**WORK REQUIRED**
Look through the data below and extract, unchanged, the lines from the one that contains "Annotation task. Give" to the one that contains "I am building", both included.

**SUPPLIED INFORMATION**
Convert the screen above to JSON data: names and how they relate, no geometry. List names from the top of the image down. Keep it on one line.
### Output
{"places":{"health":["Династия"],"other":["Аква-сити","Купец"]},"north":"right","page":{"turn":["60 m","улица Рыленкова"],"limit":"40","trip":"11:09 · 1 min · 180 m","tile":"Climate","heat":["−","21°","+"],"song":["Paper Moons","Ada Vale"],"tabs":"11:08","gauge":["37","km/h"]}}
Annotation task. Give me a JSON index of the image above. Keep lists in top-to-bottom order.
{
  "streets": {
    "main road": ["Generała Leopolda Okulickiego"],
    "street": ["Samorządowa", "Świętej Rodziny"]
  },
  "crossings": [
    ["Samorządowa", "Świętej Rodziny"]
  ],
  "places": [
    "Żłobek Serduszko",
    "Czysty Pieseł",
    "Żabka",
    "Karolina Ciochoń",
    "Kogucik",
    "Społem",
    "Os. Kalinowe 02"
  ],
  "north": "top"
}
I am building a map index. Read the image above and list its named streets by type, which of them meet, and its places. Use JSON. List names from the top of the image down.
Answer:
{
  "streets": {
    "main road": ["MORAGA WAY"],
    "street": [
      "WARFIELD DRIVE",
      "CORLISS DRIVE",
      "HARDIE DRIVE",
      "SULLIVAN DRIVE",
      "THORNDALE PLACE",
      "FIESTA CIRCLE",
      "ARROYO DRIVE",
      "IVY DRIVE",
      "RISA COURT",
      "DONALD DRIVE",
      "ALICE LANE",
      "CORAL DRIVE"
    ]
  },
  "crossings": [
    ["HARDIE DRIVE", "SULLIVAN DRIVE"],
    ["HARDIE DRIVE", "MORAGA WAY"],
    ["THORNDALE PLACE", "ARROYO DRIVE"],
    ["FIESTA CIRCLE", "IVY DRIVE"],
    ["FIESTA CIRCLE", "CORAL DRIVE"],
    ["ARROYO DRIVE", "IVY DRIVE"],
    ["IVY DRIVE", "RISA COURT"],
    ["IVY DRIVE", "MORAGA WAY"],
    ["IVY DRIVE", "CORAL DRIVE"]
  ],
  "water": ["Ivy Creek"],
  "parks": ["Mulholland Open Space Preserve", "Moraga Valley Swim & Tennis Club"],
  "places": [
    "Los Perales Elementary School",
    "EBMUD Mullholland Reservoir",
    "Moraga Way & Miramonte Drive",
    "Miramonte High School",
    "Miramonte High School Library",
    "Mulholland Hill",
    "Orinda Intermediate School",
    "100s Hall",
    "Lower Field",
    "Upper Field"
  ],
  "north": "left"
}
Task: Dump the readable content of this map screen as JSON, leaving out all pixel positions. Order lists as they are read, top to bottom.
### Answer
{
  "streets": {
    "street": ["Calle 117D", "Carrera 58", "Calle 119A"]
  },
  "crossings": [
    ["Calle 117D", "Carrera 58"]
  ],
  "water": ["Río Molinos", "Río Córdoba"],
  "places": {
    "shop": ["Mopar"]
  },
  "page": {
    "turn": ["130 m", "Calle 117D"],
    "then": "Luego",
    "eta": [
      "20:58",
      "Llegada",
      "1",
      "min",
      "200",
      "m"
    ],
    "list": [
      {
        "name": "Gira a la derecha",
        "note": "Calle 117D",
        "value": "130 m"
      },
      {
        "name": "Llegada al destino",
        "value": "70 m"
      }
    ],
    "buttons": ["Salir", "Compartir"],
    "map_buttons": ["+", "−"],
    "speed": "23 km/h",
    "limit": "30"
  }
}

**SOLUTION TO THIS EXERCISE**
Annotation task. Give me a JSON index of the image above. Keep lists in top-to-bottom order.
{
  "streets": {
    "main road": ["Generała Leopolda Okulickiego"],
    "street": ["Samorządowa", "Świętej Rodziny"]
  },
  "crossings": [
    ["Samorządowa", "Świętej Rodziny"]
  ],
  "places": [
    "Żłobek Serduszko",
    "Czysty Pieseł",
    "Żabka",
    "Karolina Ciochoń",
    "Kogucik",
    "Społem",
    "Os. Kalinowe 02"
  ],
  "north": "top"
}
I am building a map index. Read the image above and list its named streets by type, which of them meet, and its places. Use JSON. List names from the top of the image down.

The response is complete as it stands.